======== RECORDS SHOWN ========

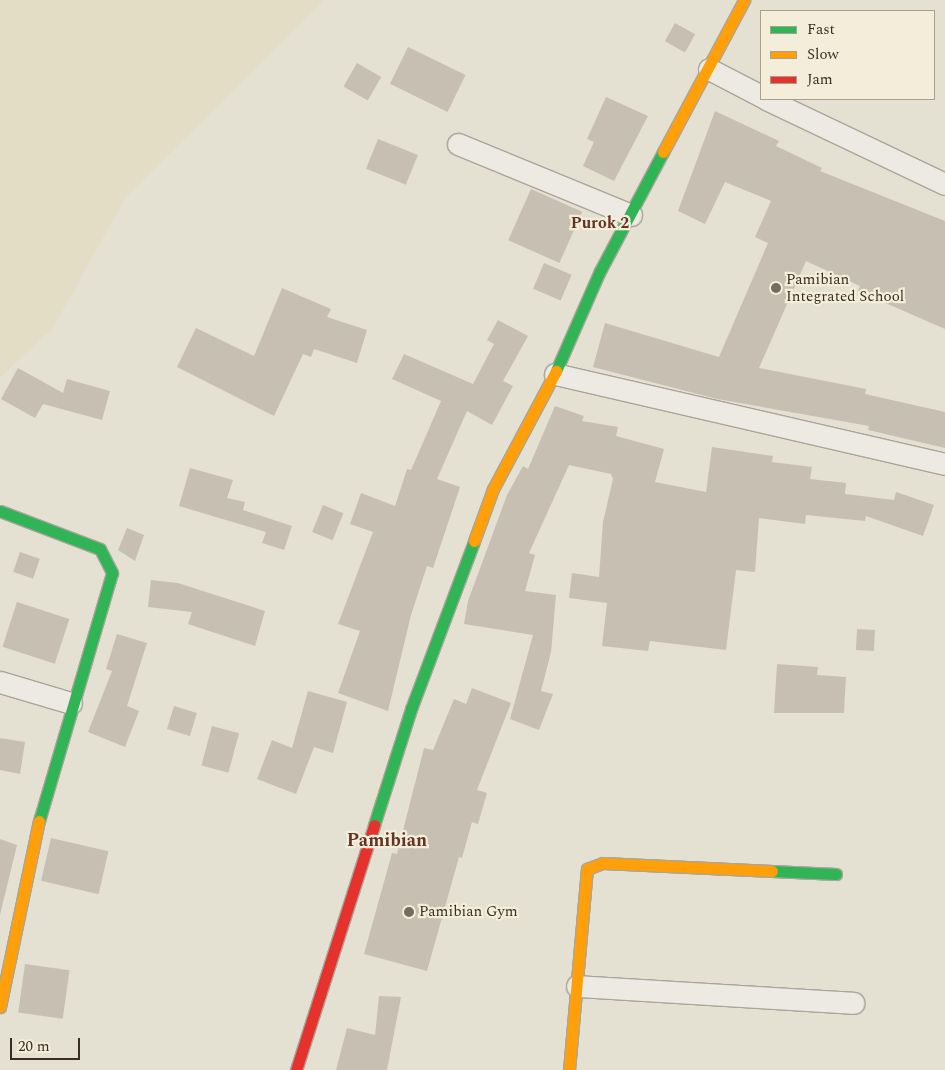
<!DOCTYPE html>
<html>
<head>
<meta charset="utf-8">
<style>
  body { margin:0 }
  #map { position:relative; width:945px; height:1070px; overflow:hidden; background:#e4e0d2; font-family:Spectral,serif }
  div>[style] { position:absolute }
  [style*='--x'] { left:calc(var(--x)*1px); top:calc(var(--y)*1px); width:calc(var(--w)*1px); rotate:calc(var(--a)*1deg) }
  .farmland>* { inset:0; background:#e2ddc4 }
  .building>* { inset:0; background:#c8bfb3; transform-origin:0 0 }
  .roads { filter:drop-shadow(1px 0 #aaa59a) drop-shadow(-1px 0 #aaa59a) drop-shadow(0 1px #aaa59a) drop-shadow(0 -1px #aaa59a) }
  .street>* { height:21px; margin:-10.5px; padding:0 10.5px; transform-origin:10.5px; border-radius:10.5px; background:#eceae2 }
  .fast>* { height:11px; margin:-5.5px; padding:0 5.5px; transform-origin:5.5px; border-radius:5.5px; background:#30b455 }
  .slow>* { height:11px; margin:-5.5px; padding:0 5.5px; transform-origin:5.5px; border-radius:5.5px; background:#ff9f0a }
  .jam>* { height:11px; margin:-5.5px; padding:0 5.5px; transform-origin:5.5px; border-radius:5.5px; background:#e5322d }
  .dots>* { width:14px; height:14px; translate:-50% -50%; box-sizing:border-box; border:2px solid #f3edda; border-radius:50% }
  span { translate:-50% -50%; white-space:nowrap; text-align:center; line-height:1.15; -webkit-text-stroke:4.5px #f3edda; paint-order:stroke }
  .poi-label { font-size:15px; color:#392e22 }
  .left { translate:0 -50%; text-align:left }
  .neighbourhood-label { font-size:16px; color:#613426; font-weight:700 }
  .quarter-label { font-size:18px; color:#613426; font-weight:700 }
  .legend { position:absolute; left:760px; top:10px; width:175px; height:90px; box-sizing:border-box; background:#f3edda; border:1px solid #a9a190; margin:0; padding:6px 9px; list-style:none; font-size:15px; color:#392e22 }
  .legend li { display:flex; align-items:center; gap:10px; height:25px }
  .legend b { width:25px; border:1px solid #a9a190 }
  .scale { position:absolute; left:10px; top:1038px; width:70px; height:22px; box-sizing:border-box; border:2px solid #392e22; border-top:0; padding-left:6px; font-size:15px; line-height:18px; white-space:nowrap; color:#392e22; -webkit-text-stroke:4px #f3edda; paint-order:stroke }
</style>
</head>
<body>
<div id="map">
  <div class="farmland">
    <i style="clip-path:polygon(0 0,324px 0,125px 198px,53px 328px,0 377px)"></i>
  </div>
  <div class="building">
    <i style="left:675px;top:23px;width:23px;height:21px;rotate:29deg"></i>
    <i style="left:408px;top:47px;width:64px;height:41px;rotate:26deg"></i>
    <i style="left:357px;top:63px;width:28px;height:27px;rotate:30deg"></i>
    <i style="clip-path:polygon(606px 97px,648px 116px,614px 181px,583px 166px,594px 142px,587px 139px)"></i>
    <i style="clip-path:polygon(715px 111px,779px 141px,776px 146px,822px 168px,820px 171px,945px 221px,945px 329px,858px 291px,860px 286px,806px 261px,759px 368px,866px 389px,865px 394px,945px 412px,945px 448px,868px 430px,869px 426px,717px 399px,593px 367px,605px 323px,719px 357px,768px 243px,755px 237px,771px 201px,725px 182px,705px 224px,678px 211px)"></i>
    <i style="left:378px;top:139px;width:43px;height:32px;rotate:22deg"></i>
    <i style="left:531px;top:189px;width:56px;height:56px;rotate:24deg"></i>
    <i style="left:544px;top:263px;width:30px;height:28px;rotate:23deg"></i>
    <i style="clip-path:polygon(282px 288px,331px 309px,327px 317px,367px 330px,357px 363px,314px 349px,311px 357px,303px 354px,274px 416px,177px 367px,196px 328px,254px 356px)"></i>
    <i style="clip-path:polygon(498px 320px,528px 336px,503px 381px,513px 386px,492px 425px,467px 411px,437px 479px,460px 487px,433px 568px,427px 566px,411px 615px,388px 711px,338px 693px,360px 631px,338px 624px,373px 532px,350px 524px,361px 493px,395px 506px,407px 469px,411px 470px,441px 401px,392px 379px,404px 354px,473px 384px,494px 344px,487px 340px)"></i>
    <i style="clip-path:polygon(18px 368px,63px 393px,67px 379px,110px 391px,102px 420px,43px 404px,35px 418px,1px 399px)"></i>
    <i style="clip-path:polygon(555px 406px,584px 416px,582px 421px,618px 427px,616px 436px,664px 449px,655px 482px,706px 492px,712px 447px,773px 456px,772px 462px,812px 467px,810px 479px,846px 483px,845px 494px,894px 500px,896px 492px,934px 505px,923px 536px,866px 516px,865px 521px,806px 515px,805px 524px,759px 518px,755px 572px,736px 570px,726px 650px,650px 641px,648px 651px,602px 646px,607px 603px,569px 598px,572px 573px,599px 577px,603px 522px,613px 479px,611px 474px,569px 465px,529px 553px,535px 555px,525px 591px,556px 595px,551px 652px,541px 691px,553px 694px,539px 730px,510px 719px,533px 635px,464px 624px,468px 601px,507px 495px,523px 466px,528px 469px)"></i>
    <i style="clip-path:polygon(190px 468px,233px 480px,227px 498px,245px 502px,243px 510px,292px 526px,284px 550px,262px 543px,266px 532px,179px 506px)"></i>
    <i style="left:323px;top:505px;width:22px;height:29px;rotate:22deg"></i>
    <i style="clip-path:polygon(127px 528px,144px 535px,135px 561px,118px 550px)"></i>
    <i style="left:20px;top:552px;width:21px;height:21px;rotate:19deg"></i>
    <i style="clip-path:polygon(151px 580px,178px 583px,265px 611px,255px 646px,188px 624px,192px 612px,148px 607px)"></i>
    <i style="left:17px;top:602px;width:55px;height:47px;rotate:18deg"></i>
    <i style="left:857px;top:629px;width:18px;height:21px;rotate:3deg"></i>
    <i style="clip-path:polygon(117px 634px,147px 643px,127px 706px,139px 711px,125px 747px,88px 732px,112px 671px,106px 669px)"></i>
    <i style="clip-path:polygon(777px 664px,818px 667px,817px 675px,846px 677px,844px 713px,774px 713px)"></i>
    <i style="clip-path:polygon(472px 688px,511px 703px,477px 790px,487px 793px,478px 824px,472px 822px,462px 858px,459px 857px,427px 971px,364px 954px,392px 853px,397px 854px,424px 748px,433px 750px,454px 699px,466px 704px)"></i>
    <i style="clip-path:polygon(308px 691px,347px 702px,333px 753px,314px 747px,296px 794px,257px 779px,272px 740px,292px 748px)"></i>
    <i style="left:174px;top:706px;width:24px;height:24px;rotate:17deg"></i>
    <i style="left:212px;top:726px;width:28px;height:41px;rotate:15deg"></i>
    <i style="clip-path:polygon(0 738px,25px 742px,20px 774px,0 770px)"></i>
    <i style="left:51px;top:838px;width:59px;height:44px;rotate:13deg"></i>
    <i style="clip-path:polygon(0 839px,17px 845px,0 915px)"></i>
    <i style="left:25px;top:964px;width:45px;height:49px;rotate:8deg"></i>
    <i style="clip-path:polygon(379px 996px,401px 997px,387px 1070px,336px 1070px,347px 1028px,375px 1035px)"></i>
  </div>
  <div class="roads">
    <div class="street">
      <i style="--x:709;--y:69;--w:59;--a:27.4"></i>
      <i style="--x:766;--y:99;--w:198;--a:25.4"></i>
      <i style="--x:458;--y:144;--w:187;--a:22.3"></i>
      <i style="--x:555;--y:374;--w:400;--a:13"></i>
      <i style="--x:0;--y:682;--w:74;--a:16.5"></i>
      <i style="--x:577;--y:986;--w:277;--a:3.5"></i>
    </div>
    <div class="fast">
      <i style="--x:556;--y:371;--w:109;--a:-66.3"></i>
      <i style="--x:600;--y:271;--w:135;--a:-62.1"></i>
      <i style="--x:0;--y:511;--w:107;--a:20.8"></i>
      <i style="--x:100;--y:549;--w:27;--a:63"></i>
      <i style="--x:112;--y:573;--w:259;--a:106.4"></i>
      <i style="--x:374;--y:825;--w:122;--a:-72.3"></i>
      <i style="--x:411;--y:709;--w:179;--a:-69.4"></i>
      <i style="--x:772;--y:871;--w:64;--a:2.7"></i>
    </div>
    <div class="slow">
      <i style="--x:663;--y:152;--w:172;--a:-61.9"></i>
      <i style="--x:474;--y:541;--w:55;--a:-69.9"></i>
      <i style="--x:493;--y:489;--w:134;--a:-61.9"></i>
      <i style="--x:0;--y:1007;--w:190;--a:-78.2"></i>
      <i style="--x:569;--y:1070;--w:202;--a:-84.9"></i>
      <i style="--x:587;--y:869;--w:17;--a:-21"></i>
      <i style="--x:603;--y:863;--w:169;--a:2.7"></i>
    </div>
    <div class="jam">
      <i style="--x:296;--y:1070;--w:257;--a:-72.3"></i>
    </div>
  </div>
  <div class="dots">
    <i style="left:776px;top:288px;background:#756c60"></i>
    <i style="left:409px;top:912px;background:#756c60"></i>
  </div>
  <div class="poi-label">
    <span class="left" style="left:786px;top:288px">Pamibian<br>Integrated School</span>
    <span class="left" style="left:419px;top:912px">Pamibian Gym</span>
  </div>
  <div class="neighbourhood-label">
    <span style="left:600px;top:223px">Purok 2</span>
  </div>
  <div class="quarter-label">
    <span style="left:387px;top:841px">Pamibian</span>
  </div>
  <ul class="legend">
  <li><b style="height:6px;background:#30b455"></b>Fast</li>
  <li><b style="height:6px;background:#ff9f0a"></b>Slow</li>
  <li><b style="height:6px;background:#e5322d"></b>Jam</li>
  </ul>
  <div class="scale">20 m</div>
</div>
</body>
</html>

========
======== RECORDS SHOWN ========

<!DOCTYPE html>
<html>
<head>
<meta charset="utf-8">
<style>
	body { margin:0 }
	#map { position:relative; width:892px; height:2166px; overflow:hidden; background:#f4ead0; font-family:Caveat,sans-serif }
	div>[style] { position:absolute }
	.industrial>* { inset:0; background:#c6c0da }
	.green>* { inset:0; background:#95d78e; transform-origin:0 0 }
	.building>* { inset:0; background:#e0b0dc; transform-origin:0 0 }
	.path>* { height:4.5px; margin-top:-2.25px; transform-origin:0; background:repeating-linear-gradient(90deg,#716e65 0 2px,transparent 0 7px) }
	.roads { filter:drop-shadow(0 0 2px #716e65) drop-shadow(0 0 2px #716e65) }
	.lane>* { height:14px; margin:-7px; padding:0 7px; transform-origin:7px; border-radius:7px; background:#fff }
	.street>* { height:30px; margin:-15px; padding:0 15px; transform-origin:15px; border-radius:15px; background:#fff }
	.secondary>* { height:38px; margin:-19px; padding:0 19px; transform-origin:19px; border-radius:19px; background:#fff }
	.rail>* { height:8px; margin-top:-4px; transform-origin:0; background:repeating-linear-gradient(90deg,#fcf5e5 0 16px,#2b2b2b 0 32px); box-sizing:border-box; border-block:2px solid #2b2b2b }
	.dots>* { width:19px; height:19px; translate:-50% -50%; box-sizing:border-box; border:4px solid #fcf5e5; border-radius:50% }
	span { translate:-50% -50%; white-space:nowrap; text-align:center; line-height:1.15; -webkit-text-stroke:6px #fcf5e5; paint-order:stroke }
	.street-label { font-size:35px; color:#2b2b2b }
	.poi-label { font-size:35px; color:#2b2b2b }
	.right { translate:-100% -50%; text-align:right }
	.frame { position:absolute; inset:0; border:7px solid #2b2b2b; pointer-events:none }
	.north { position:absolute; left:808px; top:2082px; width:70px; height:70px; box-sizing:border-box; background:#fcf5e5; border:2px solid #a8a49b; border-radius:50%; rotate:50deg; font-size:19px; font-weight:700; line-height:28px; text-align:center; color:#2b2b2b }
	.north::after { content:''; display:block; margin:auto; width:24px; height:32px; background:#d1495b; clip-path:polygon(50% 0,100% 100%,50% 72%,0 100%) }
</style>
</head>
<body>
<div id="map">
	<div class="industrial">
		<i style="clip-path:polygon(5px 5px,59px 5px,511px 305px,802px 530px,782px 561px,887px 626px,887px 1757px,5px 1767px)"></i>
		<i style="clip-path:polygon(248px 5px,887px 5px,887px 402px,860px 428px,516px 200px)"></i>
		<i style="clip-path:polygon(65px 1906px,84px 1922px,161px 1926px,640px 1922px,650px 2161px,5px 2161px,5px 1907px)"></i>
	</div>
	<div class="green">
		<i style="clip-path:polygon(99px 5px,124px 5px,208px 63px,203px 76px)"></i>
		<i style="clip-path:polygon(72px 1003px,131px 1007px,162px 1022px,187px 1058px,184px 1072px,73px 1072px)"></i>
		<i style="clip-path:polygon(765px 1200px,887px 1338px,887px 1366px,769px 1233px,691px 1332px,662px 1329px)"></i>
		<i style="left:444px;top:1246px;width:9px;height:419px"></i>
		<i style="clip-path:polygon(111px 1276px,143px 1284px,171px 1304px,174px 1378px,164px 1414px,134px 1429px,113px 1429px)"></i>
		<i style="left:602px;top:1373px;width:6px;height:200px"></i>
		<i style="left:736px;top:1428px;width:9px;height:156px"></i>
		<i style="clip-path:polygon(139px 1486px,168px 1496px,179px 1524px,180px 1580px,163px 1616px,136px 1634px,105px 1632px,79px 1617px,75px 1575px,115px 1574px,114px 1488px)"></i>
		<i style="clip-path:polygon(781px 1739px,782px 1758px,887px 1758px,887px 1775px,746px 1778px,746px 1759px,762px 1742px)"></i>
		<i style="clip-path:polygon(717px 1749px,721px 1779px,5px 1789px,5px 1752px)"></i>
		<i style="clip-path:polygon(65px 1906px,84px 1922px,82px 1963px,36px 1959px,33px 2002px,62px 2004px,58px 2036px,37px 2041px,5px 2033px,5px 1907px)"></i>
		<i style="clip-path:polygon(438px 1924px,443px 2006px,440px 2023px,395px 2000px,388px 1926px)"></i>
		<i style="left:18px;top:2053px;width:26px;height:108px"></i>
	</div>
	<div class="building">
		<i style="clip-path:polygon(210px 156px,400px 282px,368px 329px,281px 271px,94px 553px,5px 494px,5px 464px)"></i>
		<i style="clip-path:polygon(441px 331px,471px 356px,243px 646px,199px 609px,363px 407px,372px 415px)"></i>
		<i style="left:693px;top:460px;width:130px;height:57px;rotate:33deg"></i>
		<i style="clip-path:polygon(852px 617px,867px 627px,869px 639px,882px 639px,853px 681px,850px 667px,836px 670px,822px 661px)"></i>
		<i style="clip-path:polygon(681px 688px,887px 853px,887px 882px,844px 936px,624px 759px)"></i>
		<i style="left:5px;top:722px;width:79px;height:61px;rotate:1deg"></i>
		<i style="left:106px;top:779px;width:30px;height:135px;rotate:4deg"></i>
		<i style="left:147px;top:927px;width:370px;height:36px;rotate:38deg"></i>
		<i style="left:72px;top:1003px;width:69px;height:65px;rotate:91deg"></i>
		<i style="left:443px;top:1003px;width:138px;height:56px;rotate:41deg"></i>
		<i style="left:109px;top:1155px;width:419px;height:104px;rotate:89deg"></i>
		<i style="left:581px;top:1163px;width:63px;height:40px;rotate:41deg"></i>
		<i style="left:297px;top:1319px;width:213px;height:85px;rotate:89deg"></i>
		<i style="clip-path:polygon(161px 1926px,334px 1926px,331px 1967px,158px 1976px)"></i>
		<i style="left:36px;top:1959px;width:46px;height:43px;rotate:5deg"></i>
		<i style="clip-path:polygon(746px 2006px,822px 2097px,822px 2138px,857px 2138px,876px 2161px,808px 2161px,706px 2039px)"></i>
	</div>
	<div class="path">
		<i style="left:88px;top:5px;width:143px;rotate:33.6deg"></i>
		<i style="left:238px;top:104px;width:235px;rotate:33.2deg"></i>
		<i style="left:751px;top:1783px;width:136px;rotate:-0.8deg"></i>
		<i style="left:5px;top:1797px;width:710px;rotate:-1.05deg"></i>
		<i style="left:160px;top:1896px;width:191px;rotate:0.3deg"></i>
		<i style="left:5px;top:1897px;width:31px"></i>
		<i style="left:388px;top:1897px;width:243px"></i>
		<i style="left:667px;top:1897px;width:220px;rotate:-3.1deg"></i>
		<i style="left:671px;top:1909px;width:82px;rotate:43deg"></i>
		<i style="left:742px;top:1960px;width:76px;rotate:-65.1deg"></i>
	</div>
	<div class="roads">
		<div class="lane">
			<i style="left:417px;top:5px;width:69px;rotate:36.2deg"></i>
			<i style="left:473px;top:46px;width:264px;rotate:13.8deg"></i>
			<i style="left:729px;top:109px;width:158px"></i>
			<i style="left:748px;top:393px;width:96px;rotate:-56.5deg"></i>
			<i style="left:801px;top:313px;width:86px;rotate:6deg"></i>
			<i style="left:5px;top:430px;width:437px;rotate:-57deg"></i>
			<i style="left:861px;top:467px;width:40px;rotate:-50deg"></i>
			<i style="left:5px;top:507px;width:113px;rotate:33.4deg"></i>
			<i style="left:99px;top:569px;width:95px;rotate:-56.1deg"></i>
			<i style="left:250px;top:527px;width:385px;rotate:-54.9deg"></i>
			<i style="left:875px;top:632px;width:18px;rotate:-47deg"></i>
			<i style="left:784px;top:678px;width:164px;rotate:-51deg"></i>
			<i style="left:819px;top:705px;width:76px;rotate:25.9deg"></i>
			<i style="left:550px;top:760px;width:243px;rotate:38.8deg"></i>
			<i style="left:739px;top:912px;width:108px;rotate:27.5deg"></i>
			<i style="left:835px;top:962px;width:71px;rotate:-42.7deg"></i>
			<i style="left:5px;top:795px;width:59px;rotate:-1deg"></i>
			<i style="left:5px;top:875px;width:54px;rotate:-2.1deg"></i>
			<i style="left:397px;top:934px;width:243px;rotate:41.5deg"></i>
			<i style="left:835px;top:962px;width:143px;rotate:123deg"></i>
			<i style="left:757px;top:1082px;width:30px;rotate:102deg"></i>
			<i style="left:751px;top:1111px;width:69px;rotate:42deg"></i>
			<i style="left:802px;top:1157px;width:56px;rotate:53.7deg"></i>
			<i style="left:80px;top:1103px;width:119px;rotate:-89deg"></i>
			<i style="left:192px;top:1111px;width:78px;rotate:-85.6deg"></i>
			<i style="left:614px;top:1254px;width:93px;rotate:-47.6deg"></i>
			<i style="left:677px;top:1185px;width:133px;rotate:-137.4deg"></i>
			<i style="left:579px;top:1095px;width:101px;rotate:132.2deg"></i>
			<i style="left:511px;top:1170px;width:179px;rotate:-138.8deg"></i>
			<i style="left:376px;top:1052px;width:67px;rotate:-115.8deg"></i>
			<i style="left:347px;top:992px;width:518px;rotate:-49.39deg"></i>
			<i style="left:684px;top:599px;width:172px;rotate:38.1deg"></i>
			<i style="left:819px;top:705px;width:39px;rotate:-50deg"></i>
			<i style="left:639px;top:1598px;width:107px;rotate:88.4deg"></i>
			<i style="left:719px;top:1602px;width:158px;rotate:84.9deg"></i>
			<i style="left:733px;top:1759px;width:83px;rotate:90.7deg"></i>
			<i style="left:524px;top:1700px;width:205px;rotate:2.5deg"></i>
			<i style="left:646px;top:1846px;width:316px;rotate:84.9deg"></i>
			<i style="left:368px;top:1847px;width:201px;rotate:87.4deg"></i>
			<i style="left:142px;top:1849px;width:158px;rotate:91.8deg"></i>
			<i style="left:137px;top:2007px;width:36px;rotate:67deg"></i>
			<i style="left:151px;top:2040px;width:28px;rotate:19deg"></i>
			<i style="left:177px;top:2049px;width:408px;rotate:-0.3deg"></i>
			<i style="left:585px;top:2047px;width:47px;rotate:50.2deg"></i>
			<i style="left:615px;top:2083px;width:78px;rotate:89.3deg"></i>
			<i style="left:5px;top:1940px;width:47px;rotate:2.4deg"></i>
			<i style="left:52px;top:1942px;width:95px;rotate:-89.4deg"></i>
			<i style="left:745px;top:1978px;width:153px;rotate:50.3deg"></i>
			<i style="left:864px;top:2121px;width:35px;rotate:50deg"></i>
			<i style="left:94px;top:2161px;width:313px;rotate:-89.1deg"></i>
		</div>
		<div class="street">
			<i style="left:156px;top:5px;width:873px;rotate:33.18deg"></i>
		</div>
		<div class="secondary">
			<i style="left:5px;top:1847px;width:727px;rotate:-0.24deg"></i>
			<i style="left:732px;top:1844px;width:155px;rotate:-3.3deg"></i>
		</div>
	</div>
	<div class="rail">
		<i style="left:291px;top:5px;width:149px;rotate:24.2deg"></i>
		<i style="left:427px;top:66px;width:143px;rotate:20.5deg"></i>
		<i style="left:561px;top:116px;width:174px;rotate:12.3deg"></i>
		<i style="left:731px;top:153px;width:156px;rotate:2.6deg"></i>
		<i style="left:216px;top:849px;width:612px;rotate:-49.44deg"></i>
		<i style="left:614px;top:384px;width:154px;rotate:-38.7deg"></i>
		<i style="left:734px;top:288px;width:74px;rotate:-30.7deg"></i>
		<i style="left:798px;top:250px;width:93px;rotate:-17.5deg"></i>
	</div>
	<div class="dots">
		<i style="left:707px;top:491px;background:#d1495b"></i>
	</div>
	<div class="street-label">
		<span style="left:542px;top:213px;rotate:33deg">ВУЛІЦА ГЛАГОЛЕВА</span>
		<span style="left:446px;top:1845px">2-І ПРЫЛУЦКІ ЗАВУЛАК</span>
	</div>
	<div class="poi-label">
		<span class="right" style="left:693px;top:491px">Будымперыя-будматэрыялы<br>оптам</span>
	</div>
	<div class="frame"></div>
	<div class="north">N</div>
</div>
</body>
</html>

========

# INSTRUCTIONS TO FOLLOW:
As the answer, set down only the lines from the data above between the one holding "height:21px; margin:-10.5px; padding:0" and the one holding "width:14px; height:14px; translate:-50%", inclusive, exactly as they read.

# EXPECTED ANSWER:
  .street>* { height:21px; margin:-10.5px; padding:0 10.5px; transform-origin:10.5px; border-radius:10.5px; background:#eceae2 }
  .fast>* { height:11px; margin:-5.5px; padding:0 5.5px; transform-origin:5.5px; border-radius:5.5px; background:#30b455 }
  .slow>* { height:11px; margin:-5.5px; padding:0 5.5px; transform-origin:5.5px; border-radius:5.5px; background:#ff9f0a }
  .jam>* { height:11px; margin:-5.5px; padding:0 5.5px; transform-origin:5.5px; border-radius:5.5px; background:#e5322d }
  .dots>* { width:14px; height:14px; translate:-50% -50%; box-sizing:border-box; border:2px solid #f3edda; border-radius:50% }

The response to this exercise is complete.